(Data entries)
+++
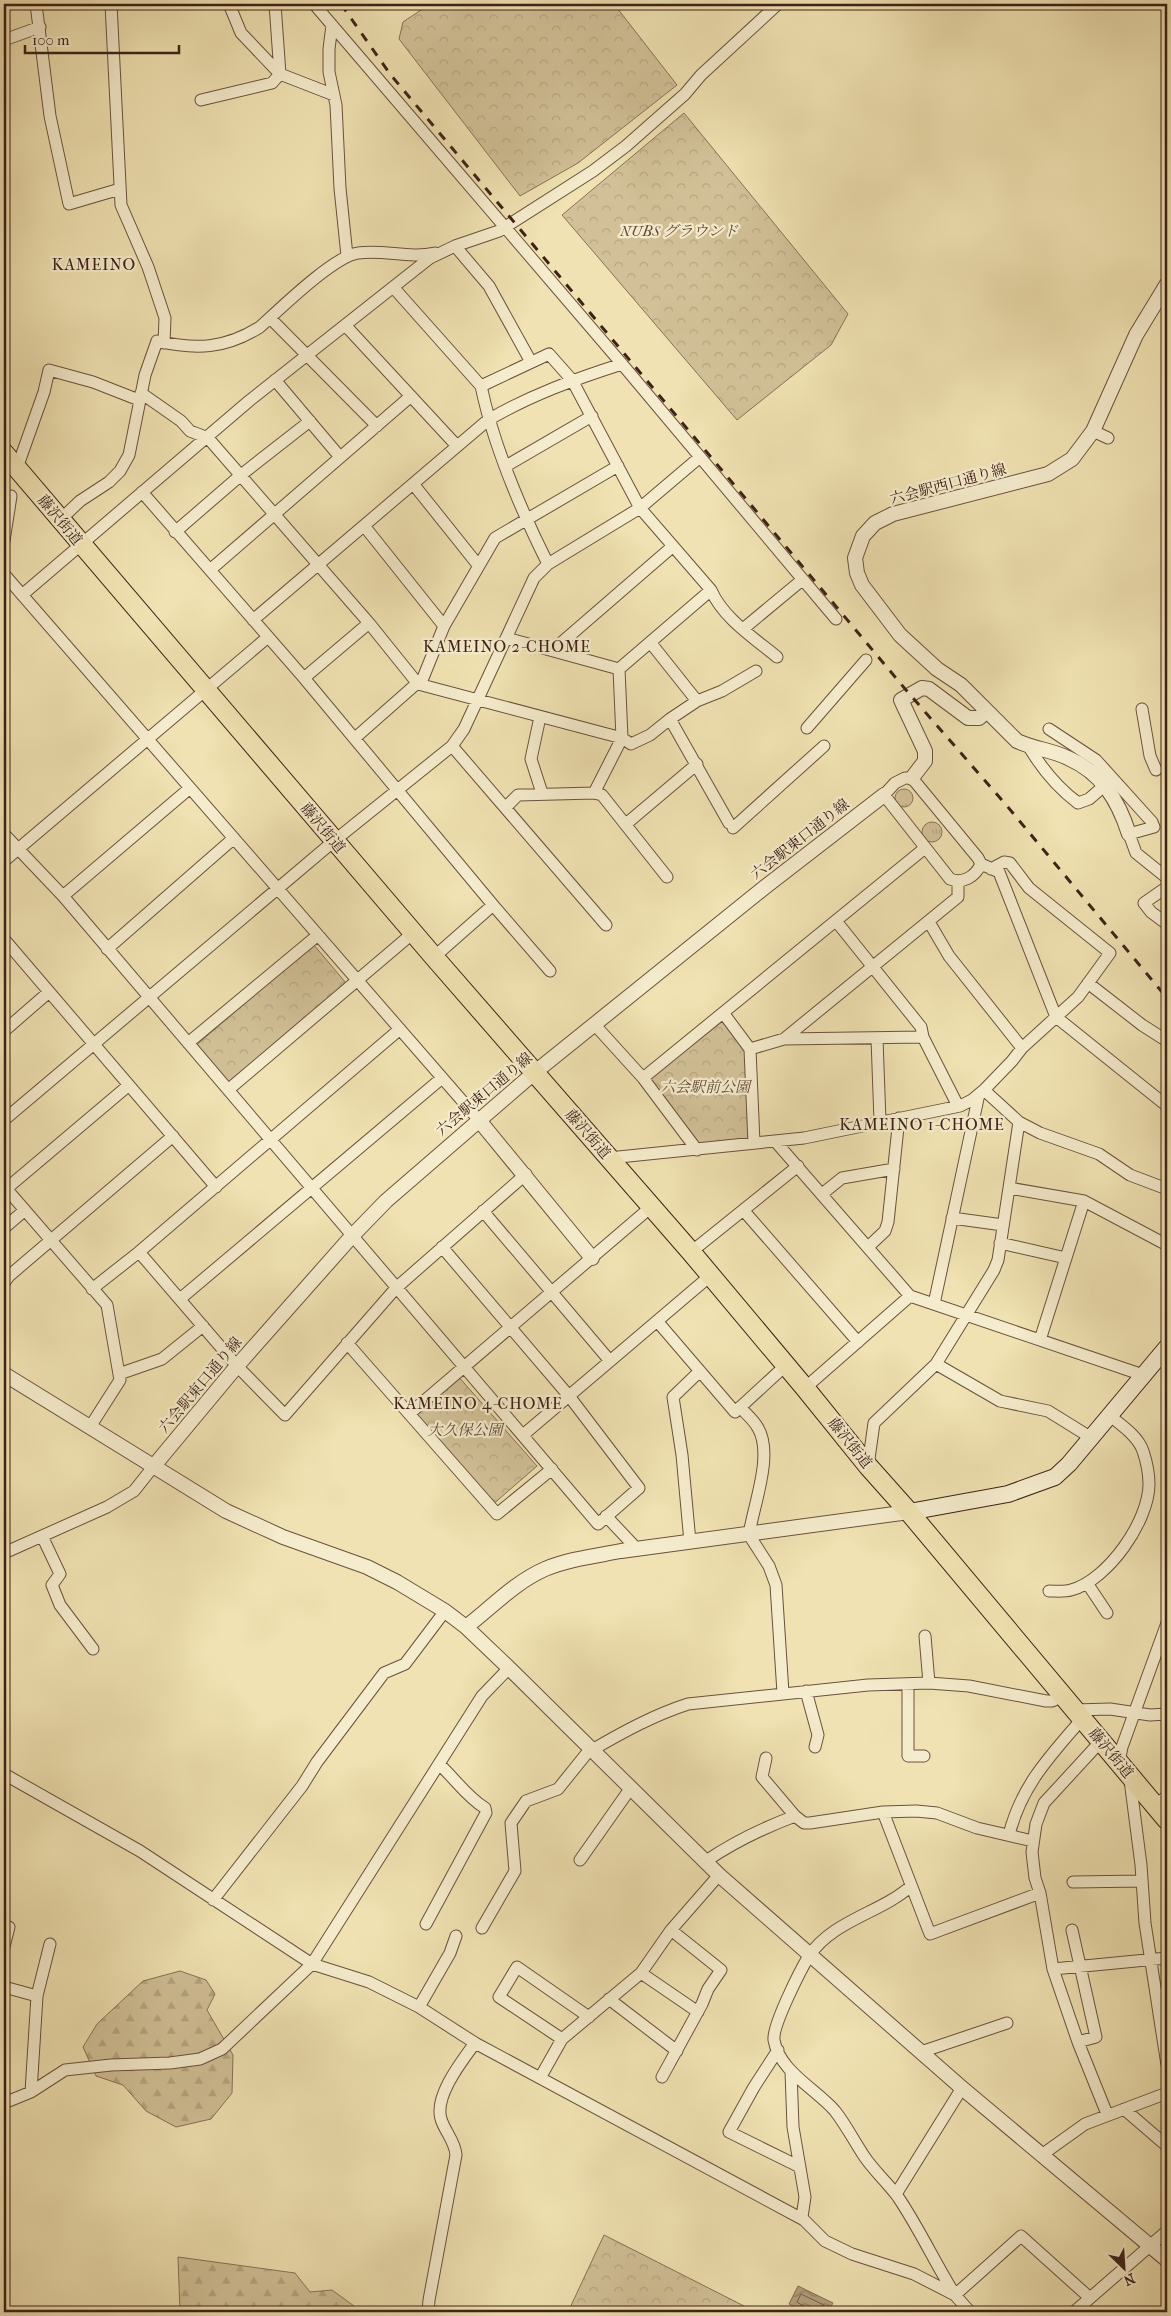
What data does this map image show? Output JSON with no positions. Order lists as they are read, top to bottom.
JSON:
{
  "streets": {
    "highway": ["藤沢街道"],
    "street": ["六会駅西口通り線", "六会駅東口通り線"]
  },
  "crossings": [
    ["藤沢街道", "六会駅東口通り線"]
  ],
  "districts": [
    "KAMEINO",
    "KAMEINO 2-CHOME",
    "KAMEINO 1-CHOME",
    "KAMEINO 4-CHOME"
  ],
  "parks": ["NUBS グラウンド", "六会駅前公園", "大久保公園"],
  "scale_bar": "100 m",
  "north": "bottom right"
}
+++
» **Goal of the exercise**: From the first line to the last, repeat the records exactly and skip the pictures.

» **Worked solution**:
What data does this map image show? Output JSON with no positions. Order lists as they are read, top to bottom.
JSON:
{
  "streets": {
    "highway": ["藤沢街道"],
    "street": ["六会駅西口通り線", "六会駅東口通り線"]
  },
  "crossings": [
    ["藤沢街道", "六会駅東口通り線"]
  ],
  "districts": [
    "KAMEINO",
    "KAMEINO 2-CHOME",
    "KAMEINO 1-CHOME",
    "KAMEINO 4-CHOME"
  ],
  "parks": ["NUBS グラウンド", "六会駅前公園", "大久保公園"],
  "scale_bar": "100 m",
  "north": "bottom right"
}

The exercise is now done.